Nishar Mohammed
Sri Vijaya Puram, Jun 11: Communist Party of India (Marxist) leader Mr. D. Ayyappan, Secretary of the party’s Andaman & Nicobar State Organising Committee, launched a broadside against the Bharatiya Janata Party-led government Today, charging it with “eleven years of failure” both nationally and across the Islands.
Addressing a press conference, Mr. Ayyappan accused the Centre of deepening corruption, eroding communal harmony, and presiding over a collapse in essential services from power to health care.
Opening his remarks, Mr. Ayyappan claimed that elements linked to the Sangh Parivar were attempting to disrupt the archipelago’s long-standing communal harmony. “Andaman and Nicobar is home to every faith and language; no one should be allowed to divide our people,” he said, urging residents to reject sectarian appeals. He warned that “powerful forces” were sowing distrust in a region historically known for peaceful coexistence.
The CPI(M) leader dedicated a major portion of his briefing to the ongoing investigation at the Andaman & Nicobar State Cooperative Bank. Describing the probe as “half-hearted,” he argued that a local IAS-led inquiry would never unearth the full scale of wrongdoing. Ayyappan pressed for the Enforcement Directorate or Central Bureau of Investigation to step in, noting that the bank’s non-performing assets exceeded ₹430 crore across 17 South Andaman branches.
Mr. Ayyappan alleged that nearly every sector of the Islands’ administration had deteriorated over the past decade. In the electricity department, he said, recurring blackouts proved that a population of just 250,000 “still cannot be supplied with reliable power.” Water shortages are equally dire, with many neighbourhoods receiving piped supply only every four or five days, he added.
Turning to the National Highway-4 upgrade, the CPI(M) leader labelled the project “the single biggest symbol of the Modi government’s failure here,” accusing the National Highways & Infrastructure Development Corporation (NHIDCL) of cost overruns and poor workmanship that left stretches impassable during monsoon landslides. Rural roads, he claimed, are no better: “Outside the VIP corridors near Raj Niwas, you cannot find a single motorable stretch after heavy rain.”
On public health, Mr. Ayyappan said the decade-old Andaman Medical College still operates on “temporary staffing, ad-hoc contracts and bare-bone infrastructure,” with permanent faculty positions unfilled. District hospitals are “over-crowded, under-staffed, and out of medicine,” forcing patients to lie on sheets on the floor. The national Ayushman Bharat insurance scheme, he argued, offers little relief. “For a poor islander who must spend Rs.400–Rs.500 on travel just to reach a mainland hospital, cashless treatment is meaningless.”

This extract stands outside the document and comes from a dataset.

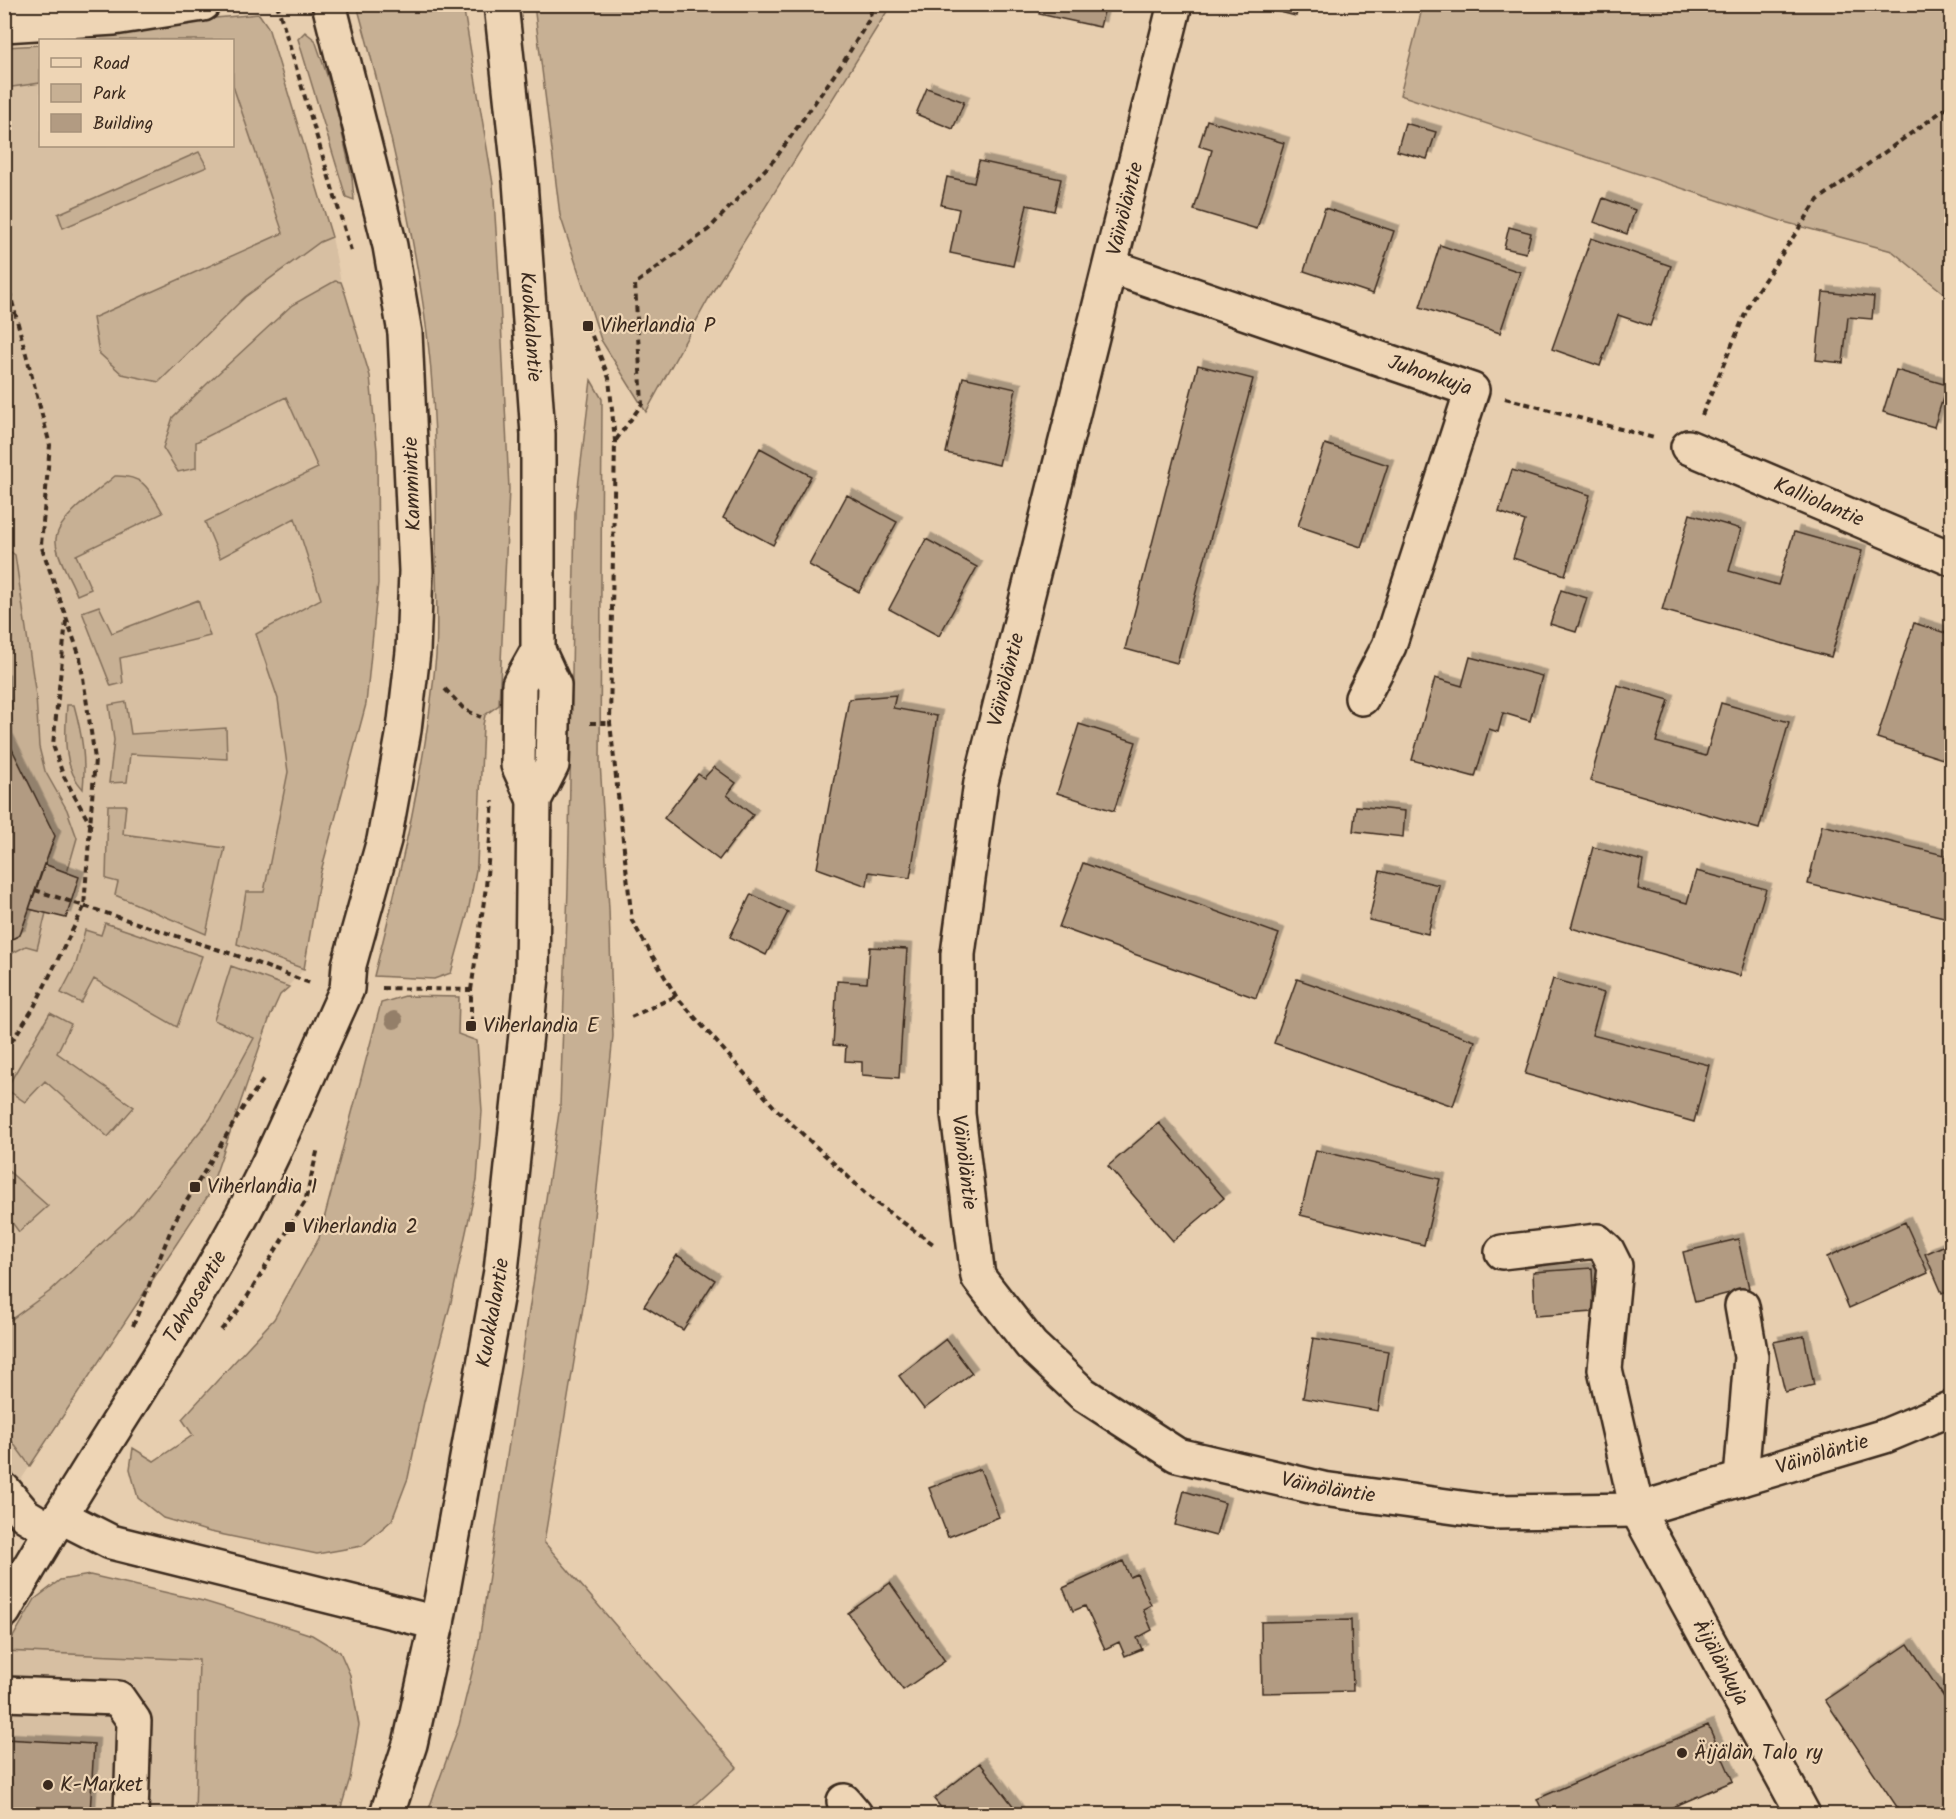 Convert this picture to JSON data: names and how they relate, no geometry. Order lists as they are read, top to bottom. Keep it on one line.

Public education faces a similar crisis, he added, citing vacant principal posts, dwindling enrolments and neglected infrastructure. He criticised plans to convert some degree colleges into an “autonomous society-run university,” warning that fees would rise and academic quality suffer.
Mr. Ayyappan reserved special criticism for the maritime sector. He noted that two 1,200-passenger vessels, MV Atal and MV Ashoka, ordered in 2016 to bolster Chennai and Kolkata routes, were effectively shelved in 2022. Their cancellation, he said, deprived the territory of affordable sea links and at least 250 direct jobs. Existing ships such as MV Swaraj Dweep are ageing, while ticket prices on limited voyages have soared beyond the reach of ordinary residents. He also demanded greater transparency on the proposed Rs.76,000-crore trans-shipment hub at Great Nicobar, questioning its environmental impact and alleging that “hand-picked corporates” may ultimately control the project.

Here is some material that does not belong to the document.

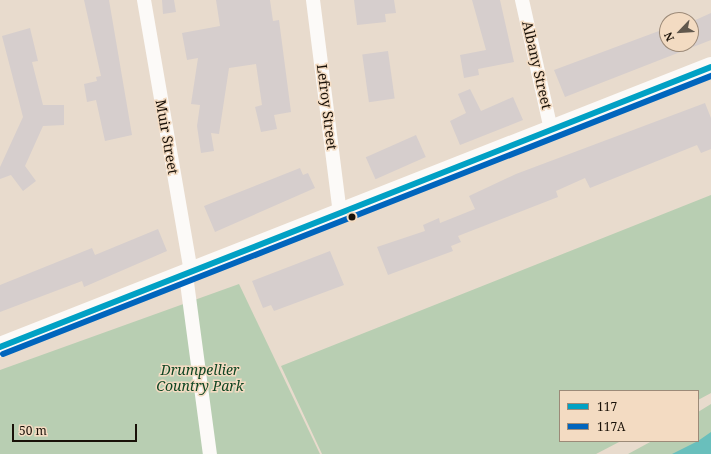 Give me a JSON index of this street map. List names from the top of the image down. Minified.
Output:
{"streets":{"street":["Albany Street","Lefroy Street","Muir Street"]},"parks":["Drumpellier Country Park"],"lines":["transit line 117","transit line 117A"],"legend":["117","117A"],"scale_bar":"50 m","north":"bottom left"} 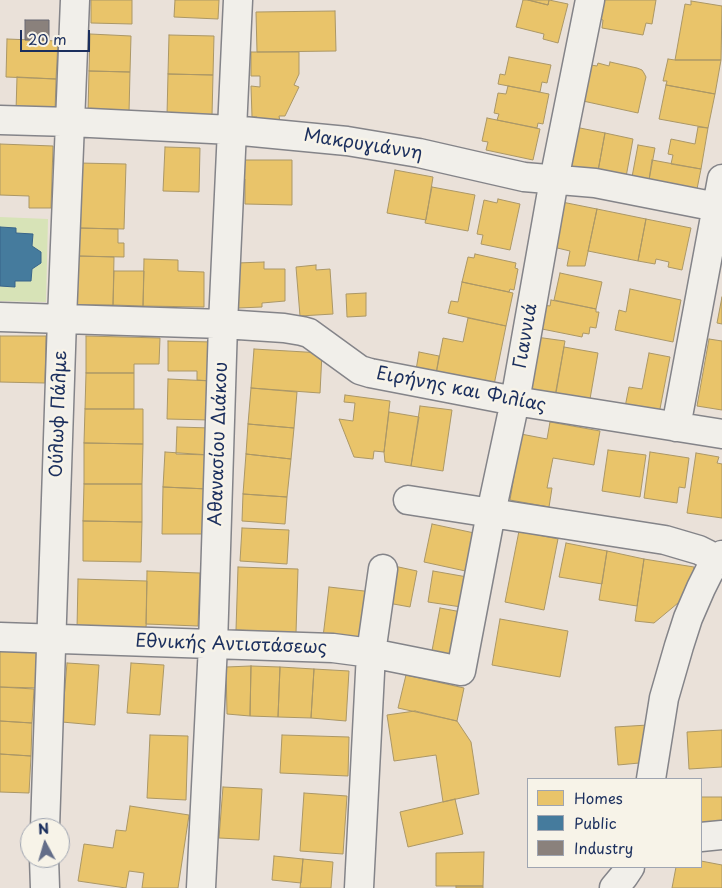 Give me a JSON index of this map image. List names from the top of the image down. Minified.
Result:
{"streets":{"street":["Μακρυγιάννη","Γιαννιά","Ειρήνης και Φιλίας","Ούλωφ Πάλμε","Αθανασίου Διάκου","Εθνικής Αντιστάσεως"]},"crossings":[["Μακρυγιάννη","Γιαννιά"],["Μακρυγιάννη","Ούλωφ Πάλμε"],["Μακρυγιάννη","Αθανασίου Διάκου"],["Γιαννιά","Ειρήνης και Φιλίας"],["Γιαννιά","Εθνικής Αντιστάσεως"],["Ειρήνης και Φιλίας","Ούλωφ Πάλμε"],["Ειρήνης και Φιλίας","Αθανασίου Διάκου"],["Ούλωφ Πάλμε","Εθνικής Αντιστάσεως"],["Αθανασίου Διάκου","Εθνικής Αντιστάσεως"]],"legend":["Homes","Public","Industry"],"scale_bar":"20 m","north":"top"}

Accusing the Centre of pushing “blanket privatisation,” Mr. Ayyappan said the administration is steadily outsourcing permanent posts, undermining job security and wage protections. He cited the unresolved plight of “work-charged” employees whose regularisation proposal was recently rejected by the Home Ministry. Existing labour laws are “ignored or diluted,” he claimed, with contractors flouting minimum-wage norms.
Concluding, the CPI(M) leader urged islanders to resist communal polarisation and demand accountability. “From rising corruption to collapsing services, the past 11 years have been disastrous for Andaman and Nicobar,” he said. “Our struggle is to restore integrity, protect public sector jobs, and ensure that basic amenities like water, power, health and education are treated as rights, not privileges.”